EXERCISE AIM
Locate the line that contains "1 4 0v3zM10" in the entries below, then repeat it and every following line through the line that contains "2 1 2 8 2 1", exactly, and no others.

Recorded data

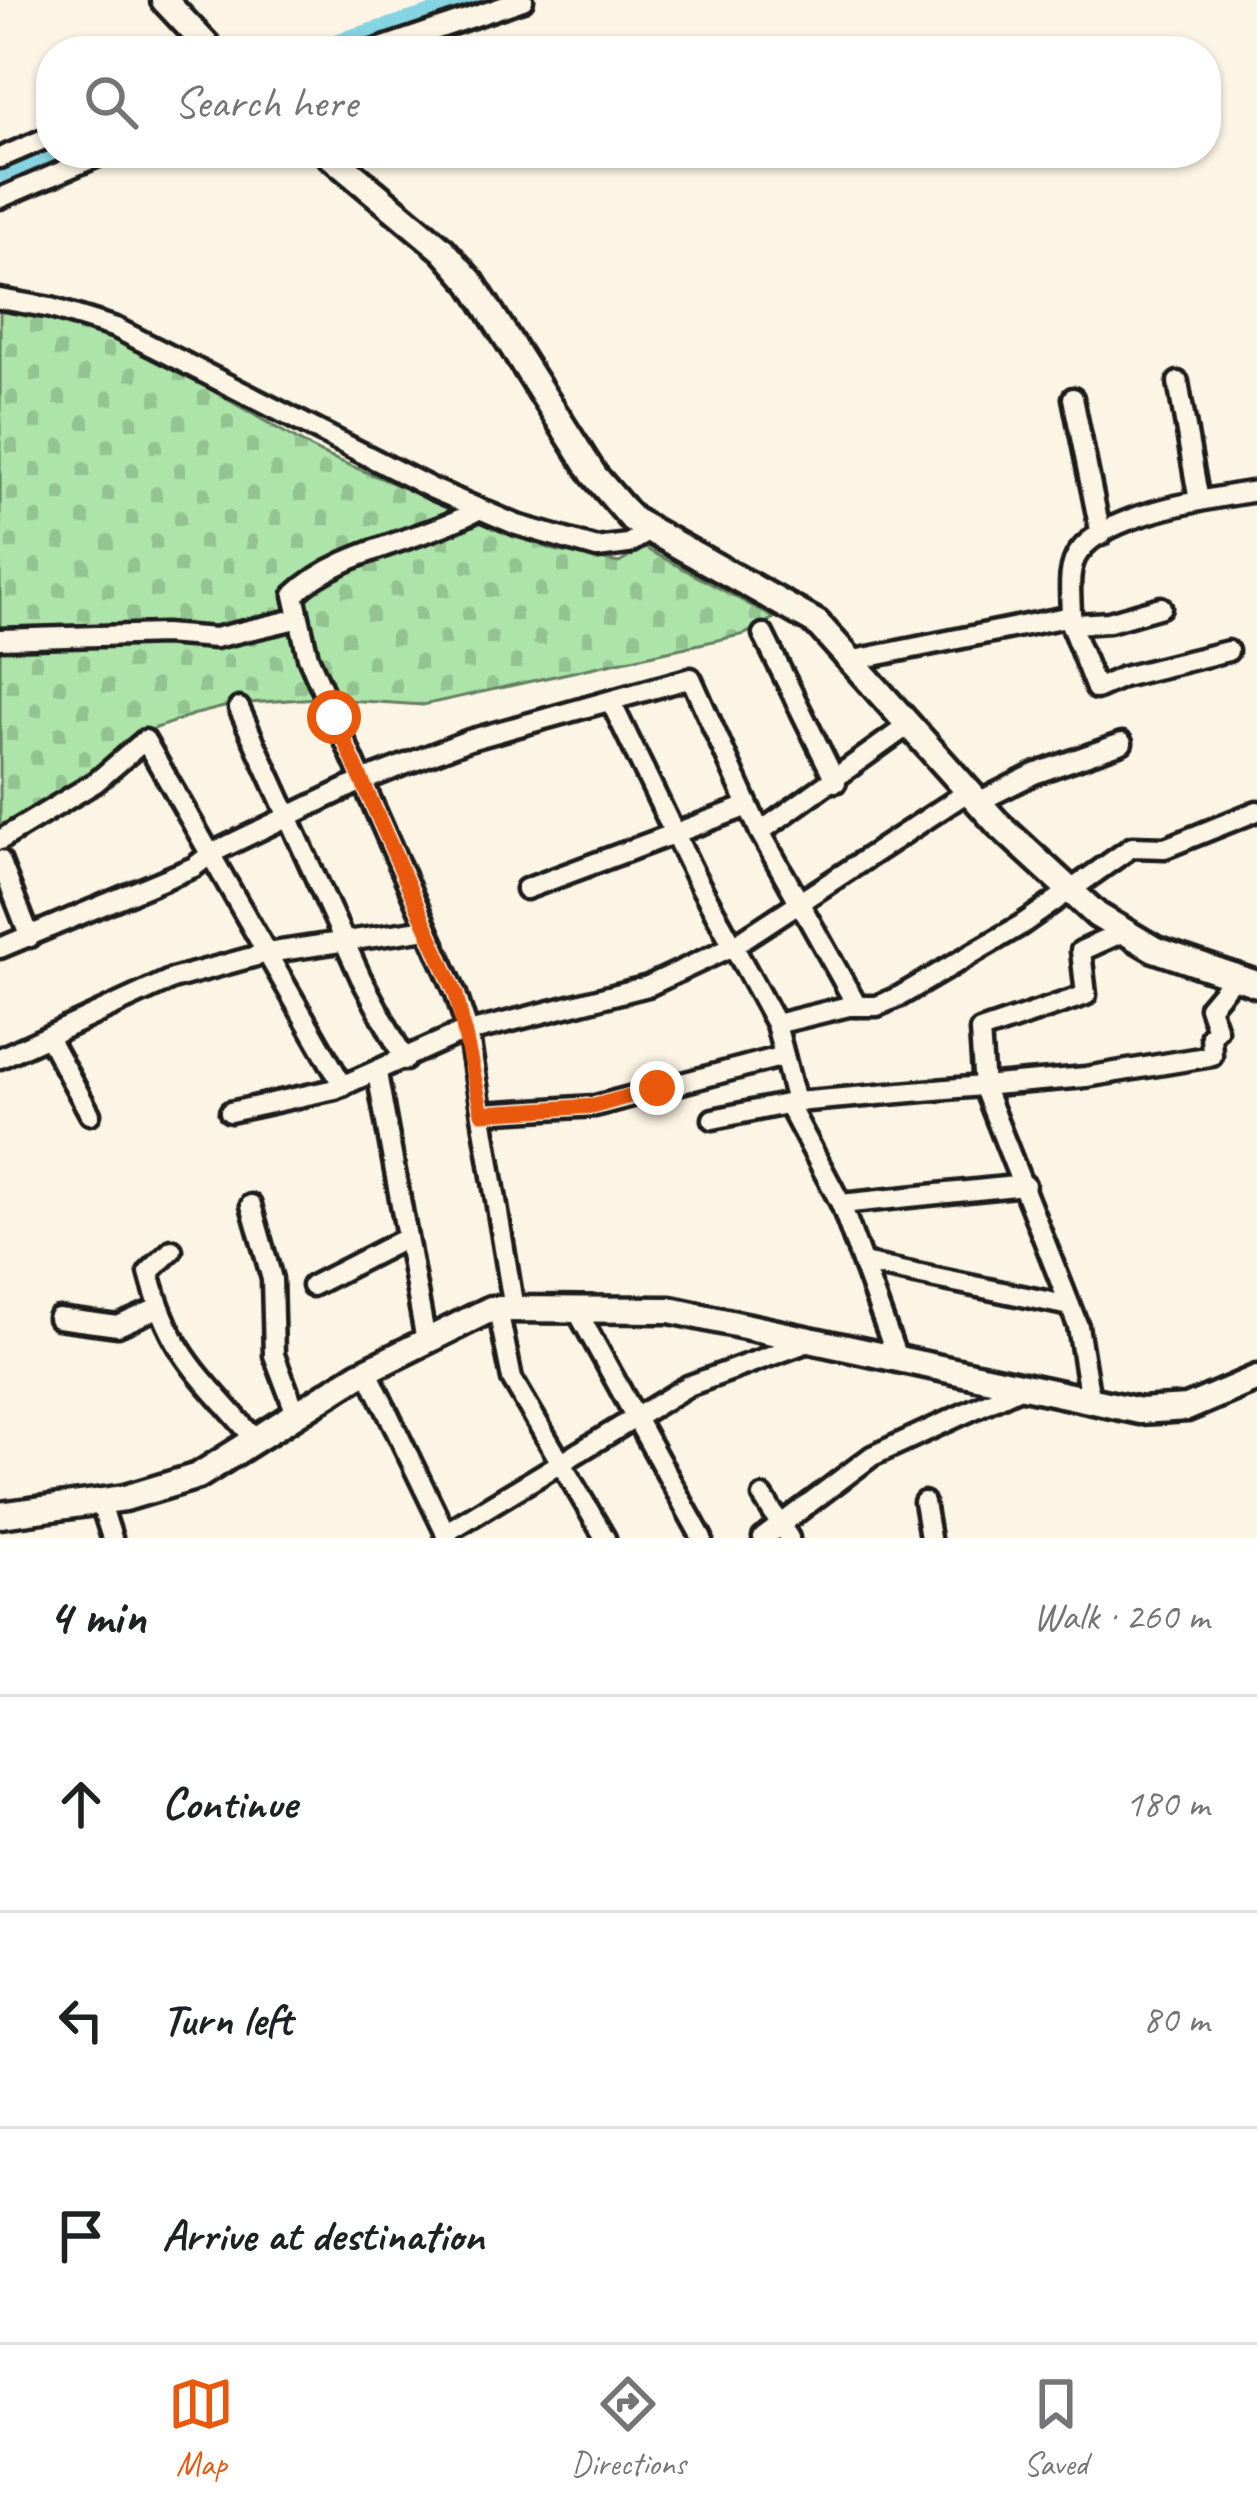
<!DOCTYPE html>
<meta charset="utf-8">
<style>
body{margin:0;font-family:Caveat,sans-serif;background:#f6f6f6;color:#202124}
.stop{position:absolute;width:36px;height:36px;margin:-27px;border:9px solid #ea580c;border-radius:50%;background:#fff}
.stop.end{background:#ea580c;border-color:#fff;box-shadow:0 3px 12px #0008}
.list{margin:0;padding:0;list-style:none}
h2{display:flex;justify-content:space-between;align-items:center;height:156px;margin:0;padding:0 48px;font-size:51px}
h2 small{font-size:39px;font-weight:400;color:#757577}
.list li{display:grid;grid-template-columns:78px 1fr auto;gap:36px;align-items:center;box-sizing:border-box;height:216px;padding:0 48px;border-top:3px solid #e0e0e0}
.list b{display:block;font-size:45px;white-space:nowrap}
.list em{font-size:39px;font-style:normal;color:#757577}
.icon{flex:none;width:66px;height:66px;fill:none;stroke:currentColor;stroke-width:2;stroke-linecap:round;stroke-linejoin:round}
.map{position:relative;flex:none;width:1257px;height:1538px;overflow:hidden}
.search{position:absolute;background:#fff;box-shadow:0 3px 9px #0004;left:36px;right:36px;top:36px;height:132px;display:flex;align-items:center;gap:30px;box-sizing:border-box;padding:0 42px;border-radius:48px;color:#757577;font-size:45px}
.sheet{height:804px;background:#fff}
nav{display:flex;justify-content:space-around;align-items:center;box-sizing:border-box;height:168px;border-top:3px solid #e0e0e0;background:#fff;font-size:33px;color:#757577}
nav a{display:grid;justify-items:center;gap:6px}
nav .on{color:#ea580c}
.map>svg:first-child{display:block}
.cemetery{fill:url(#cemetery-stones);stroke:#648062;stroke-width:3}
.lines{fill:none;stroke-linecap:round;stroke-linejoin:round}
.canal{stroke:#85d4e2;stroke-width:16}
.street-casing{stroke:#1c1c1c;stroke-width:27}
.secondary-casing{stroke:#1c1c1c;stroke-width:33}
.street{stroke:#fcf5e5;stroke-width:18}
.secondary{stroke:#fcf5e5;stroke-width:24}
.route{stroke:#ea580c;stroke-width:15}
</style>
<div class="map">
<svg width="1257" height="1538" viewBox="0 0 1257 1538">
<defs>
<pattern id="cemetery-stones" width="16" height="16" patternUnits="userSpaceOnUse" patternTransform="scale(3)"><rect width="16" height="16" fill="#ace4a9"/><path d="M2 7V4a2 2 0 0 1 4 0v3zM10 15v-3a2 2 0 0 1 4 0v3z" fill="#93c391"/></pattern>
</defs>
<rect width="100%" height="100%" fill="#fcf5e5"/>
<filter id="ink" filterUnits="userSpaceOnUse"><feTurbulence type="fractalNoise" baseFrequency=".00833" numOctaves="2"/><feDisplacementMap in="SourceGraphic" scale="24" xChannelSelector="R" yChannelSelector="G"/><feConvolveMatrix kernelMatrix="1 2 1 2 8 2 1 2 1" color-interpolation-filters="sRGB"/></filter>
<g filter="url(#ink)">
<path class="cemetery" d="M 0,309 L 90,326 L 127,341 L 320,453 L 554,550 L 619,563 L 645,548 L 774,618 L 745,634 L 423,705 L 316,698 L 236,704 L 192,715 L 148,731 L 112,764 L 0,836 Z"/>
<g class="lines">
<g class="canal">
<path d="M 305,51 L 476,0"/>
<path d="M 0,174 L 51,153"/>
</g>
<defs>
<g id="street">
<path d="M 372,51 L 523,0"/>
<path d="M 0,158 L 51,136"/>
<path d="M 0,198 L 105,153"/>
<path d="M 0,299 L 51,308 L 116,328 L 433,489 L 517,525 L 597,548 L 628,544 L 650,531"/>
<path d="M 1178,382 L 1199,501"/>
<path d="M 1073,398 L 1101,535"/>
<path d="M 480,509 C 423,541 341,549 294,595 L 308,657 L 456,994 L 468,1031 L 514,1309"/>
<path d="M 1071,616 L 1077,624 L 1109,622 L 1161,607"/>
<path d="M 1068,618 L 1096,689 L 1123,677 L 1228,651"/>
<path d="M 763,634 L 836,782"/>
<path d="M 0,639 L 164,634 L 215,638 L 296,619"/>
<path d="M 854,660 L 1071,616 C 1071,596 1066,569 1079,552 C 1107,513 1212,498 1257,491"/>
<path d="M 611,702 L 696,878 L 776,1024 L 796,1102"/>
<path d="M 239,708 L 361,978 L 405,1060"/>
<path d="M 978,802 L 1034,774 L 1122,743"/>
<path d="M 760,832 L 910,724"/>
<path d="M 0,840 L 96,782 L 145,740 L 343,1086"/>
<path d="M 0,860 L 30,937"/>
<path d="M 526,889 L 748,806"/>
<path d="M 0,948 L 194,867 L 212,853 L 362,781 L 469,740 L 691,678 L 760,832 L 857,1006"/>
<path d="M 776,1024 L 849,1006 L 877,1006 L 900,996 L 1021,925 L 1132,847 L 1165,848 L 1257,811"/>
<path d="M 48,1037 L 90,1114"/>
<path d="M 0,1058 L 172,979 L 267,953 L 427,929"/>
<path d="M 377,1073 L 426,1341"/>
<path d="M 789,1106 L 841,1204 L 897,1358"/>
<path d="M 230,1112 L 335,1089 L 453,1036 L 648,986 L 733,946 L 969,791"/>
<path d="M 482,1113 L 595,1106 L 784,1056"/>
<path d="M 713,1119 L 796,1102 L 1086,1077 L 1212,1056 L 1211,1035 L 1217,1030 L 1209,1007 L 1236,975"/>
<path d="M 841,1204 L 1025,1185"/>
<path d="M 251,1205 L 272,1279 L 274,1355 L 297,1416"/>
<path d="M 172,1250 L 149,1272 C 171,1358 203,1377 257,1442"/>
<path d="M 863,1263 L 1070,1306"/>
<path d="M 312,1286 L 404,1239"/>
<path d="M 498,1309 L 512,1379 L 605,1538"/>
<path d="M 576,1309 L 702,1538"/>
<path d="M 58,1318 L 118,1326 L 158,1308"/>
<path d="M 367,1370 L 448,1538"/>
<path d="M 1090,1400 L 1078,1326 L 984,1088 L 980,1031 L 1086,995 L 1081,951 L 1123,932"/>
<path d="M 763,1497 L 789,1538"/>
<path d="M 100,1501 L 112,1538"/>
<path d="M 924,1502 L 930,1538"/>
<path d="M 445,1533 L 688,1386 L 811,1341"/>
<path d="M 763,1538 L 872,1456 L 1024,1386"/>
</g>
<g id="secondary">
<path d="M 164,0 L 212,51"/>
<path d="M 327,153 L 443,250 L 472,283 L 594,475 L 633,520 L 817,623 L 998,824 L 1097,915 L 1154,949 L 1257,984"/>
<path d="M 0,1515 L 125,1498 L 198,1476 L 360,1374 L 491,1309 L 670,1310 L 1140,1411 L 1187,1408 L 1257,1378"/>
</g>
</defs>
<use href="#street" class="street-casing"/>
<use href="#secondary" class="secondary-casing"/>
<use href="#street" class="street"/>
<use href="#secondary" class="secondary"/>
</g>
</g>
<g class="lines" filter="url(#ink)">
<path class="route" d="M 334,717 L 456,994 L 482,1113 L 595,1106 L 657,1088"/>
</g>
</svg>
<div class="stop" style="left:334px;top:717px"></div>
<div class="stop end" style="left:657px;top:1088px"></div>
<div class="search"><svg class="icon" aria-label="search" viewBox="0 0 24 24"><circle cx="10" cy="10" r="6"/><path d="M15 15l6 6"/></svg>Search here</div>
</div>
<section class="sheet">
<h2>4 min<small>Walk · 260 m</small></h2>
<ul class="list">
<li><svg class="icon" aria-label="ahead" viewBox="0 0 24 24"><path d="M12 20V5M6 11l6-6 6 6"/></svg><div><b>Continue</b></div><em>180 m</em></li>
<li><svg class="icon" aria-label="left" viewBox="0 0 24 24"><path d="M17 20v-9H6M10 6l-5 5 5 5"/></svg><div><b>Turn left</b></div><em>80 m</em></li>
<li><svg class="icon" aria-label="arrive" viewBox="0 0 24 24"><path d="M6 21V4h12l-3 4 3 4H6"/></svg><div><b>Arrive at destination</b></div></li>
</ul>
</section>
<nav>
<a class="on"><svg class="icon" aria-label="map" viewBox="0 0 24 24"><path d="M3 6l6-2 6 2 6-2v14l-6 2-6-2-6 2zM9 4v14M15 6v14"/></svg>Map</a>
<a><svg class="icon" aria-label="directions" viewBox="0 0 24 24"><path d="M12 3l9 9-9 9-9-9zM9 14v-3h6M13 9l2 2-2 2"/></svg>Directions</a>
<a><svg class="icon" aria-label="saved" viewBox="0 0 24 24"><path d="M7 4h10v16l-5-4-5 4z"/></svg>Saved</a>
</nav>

EXPECTED ANSWER
<pattern id="cemetery-stones" width="16" height="16" patternUnits="userSpaceOnUse" patternTransform="scale(3)"><rect width="16" height="16" fill="#ace4a9"/><path d="M2 7V4a2 2 0 0 1 4 0v3zM10 15v-3a2 2 0 0 1 4 0v3z" fill="#93c391"/></pattern>
</defs>
<rect width="100%" height="100%" fill="#fcf5e5"/>
<filter id="ink" filterUnits="userSpaceOnUse"><feTurbulence type="fractalNoise" baseFrequency=".00833" numOctaves="2"/><feDisplacementMap in="SourceGraphic" scale="24" xChannelSelector="R" yChannelSelector="G"/><feConvolveMatrix kernelMatrix="1 2 1 2 8 2 1 2 1" color-interpolation-filters="sRGB"/></filter>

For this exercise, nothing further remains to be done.